▸ What is needed:
From the entries below, please output exactly the lines starting at the one containing "126,192 123,218 144,221" and ending at the one containing "689,370 689,382 672,379", both included.

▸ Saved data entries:
....................

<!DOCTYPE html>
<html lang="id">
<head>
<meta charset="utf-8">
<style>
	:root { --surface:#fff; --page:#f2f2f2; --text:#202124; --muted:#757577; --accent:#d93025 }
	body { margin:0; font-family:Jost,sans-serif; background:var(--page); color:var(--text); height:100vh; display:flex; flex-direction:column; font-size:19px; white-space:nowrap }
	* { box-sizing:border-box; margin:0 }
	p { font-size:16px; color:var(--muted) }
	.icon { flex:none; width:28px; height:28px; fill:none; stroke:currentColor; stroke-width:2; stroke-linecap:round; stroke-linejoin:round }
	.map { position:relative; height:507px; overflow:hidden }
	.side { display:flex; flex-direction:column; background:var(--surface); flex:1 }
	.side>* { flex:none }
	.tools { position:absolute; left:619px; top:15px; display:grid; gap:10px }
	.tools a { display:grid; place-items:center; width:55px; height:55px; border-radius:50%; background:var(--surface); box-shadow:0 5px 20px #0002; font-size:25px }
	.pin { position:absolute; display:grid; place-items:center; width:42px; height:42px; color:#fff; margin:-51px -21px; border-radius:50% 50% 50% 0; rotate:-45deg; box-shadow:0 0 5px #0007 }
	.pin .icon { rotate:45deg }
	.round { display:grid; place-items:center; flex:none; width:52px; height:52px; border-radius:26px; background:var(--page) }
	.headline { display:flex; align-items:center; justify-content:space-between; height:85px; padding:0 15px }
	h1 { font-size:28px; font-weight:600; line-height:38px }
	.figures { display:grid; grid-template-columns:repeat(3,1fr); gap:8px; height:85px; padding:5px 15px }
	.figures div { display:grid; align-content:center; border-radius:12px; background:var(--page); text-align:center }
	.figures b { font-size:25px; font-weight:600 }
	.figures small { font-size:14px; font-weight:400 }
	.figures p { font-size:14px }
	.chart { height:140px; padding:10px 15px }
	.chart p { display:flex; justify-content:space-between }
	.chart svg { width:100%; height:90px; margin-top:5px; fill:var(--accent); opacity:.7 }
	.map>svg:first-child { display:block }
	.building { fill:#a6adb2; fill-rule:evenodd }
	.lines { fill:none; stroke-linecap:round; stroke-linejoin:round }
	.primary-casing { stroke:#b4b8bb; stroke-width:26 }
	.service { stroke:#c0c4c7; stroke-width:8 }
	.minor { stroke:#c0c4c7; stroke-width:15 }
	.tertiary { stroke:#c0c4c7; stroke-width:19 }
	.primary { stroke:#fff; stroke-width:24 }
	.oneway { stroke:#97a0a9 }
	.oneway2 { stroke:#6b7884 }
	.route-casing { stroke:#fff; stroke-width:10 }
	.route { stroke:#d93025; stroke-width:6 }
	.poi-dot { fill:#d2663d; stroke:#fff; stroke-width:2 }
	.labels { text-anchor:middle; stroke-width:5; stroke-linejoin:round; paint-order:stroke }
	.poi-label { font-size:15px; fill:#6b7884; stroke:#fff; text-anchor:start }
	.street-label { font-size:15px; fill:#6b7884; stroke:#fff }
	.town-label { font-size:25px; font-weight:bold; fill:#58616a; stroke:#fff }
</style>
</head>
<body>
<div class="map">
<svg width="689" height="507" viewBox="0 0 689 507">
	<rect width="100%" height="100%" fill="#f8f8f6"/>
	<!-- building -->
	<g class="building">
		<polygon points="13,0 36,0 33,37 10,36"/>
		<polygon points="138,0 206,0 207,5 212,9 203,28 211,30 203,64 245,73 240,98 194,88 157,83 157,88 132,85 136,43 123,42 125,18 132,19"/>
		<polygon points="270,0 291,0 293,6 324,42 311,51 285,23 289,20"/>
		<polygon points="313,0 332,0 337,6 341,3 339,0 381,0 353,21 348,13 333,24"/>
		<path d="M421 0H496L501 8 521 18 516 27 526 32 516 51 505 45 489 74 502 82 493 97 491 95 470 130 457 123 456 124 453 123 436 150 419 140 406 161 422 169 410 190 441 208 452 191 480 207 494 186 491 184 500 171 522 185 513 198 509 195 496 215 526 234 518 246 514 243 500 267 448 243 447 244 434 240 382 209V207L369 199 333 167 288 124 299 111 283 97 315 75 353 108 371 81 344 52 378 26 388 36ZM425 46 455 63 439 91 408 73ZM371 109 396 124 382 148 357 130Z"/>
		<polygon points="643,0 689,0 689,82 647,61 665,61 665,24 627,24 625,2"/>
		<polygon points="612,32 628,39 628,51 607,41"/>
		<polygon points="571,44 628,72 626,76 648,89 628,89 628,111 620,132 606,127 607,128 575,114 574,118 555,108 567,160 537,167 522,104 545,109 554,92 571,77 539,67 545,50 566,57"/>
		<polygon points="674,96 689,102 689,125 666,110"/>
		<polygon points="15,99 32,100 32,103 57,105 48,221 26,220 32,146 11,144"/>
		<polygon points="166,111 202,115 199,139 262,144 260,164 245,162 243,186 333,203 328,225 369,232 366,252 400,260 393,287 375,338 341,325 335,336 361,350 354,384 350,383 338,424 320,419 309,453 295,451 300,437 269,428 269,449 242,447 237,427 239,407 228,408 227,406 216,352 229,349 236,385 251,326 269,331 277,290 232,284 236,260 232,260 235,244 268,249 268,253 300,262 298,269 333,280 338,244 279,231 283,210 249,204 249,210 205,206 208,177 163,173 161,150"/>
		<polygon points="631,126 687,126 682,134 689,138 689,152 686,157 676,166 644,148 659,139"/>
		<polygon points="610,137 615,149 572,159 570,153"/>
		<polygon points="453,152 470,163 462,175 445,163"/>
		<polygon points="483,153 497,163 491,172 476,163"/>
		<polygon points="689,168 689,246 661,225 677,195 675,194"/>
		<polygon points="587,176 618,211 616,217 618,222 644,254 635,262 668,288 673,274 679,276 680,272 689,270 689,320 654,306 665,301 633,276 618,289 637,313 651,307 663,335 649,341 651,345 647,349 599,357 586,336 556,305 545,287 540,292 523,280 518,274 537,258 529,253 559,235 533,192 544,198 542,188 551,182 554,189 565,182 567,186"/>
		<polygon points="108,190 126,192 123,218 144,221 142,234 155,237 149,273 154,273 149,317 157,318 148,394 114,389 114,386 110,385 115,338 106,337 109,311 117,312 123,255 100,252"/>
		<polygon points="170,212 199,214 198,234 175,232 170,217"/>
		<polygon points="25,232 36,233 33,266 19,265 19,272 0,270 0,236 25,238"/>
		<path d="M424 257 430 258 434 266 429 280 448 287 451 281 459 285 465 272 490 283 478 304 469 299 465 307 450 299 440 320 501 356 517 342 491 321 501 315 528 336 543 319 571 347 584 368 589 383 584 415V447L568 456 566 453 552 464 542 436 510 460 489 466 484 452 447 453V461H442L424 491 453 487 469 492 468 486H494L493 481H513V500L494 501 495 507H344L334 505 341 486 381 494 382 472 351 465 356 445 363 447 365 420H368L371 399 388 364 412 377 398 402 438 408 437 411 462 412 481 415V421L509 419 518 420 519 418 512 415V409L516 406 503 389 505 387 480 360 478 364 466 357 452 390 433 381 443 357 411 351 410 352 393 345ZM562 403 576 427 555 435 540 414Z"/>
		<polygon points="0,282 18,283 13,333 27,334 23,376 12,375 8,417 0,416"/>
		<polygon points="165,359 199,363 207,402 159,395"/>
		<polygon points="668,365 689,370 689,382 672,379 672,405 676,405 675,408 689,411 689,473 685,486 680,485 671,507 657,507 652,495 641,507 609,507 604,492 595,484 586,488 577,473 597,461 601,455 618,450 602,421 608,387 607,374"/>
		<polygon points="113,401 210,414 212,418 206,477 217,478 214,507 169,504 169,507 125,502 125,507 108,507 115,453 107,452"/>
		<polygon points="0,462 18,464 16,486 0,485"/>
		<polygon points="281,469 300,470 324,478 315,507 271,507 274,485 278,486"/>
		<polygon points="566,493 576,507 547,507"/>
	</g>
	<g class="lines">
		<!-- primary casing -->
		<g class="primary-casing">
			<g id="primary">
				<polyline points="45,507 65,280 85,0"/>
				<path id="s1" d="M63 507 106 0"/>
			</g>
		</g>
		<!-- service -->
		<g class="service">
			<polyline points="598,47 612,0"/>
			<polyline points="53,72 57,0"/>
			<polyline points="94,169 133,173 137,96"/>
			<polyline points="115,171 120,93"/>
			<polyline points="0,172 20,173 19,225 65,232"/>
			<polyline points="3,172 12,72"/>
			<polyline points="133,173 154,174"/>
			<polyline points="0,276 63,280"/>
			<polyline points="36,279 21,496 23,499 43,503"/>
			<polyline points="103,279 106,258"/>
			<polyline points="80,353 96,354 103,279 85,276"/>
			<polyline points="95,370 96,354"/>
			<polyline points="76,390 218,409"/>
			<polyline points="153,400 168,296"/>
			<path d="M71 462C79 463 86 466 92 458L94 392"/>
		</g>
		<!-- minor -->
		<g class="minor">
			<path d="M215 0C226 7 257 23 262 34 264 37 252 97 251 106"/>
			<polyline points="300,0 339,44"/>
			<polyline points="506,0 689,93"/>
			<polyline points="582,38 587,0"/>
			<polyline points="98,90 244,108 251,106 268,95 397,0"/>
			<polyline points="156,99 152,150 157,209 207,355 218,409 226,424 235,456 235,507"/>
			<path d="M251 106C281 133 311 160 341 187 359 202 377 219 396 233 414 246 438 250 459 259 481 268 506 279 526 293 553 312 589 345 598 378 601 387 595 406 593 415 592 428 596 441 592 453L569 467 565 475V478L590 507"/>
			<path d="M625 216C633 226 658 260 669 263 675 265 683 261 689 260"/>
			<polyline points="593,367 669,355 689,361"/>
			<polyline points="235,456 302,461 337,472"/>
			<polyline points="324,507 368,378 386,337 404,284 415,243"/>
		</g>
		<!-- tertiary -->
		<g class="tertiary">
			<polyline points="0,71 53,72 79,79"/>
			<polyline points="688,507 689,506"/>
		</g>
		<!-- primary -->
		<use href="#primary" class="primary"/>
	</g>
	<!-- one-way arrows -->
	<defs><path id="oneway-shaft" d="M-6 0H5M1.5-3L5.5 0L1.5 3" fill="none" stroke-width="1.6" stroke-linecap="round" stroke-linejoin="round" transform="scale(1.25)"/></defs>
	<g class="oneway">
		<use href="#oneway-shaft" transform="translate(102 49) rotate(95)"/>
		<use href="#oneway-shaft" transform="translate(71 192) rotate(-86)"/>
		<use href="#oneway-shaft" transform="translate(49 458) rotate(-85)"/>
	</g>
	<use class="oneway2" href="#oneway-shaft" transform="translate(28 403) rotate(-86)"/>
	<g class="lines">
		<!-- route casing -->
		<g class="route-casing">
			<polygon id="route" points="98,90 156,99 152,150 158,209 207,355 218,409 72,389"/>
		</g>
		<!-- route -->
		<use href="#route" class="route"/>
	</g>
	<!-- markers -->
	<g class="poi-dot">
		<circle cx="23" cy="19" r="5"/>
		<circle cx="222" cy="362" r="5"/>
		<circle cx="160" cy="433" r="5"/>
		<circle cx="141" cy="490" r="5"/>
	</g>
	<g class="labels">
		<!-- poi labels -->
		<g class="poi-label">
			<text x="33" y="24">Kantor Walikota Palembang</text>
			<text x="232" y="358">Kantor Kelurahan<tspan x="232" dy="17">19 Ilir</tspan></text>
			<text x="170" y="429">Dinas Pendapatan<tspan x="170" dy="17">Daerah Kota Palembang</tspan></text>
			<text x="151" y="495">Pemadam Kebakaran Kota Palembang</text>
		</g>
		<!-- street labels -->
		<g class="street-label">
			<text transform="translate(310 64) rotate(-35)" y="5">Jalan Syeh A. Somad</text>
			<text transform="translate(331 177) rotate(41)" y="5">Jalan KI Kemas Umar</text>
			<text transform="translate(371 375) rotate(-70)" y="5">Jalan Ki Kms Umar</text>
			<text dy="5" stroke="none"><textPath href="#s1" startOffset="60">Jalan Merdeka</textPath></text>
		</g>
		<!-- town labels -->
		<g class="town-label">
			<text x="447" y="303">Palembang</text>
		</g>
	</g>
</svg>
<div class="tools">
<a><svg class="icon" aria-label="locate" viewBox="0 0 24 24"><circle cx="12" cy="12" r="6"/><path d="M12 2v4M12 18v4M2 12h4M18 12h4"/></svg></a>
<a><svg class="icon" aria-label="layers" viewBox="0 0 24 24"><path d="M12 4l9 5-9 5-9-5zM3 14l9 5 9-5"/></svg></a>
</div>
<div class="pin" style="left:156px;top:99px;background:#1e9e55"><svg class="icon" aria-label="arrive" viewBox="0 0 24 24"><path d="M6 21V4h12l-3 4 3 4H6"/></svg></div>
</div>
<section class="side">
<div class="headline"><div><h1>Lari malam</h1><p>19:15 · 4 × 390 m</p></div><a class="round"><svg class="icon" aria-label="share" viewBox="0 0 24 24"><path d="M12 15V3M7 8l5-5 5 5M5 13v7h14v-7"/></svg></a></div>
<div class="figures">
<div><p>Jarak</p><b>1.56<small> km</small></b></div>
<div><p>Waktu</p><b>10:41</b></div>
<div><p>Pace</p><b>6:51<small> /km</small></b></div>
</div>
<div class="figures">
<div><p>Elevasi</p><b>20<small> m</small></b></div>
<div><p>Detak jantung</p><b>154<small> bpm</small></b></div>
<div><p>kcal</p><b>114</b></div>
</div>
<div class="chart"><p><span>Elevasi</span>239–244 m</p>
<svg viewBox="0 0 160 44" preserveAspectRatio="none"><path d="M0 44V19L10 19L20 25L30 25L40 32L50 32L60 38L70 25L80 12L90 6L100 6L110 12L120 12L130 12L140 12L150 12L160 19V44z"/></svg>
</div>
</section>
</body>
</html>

....................

▸ Answer to this exercise:
		<polygon points="108,190 126,192 123,218 144,221 142,234 155,237 149,273 154,273 149,317 157,318 148,394 114,389 114,386 110,385 115,338 106,337 109,311 117,312 123,255 100,252"/>
		<polygon points="170,212 199,214 198,234 175,232 170,217"/>
		<polygon points="25,232 36,233 33,266 19,265 19,272 0,270 0,236 25,238"/>
		<path d="M424 257 430 258 434 266 429 280 448 287 451 281 459 285 465 272 490 283 478 304 469 299 465 307 450 299 440 320 501 356 517 342 491 321 501 315 528 336 543 319 571 347 584 368 589 383 584 415V447L568 456 566 453 552 464 542 436 510 460 489 466 484 452 447 453V461H442L424 491 453 487 469 492 468 486H494L493 481H513V500L494 501 495 507H344L334 505 341 486 381 494 382 472 351 465 356 445 363 447 365 420H368L371 399 388 364 412 377 398 402 438 408 437 411 462 412 481 415V421L509 419 518 420 519 418 512 415V409L516 406 503 389 505 387 480 360 478 364 466 357 452 390 433 381 443 357 411 351 410 352 393 345ZM562 403 576 427 555 435 540 414Z"/>
		<polygon points="0,282 18,283 13,333 27,334 23,376 12,375 8,417 0,416"/>
		<polygon points="165,359 199,363 207,402 159,395"/>
		<polygon points="668,365 689,370 689,382 672,379 672,405 676,405 675,408 689,411 689,473 685,486 680,485 671,507 657,507 652,495 641,507 609,507 604,492 595,484 586,488 577,473 597,461 601,455 618,450 602,421 608,387 607,374"/>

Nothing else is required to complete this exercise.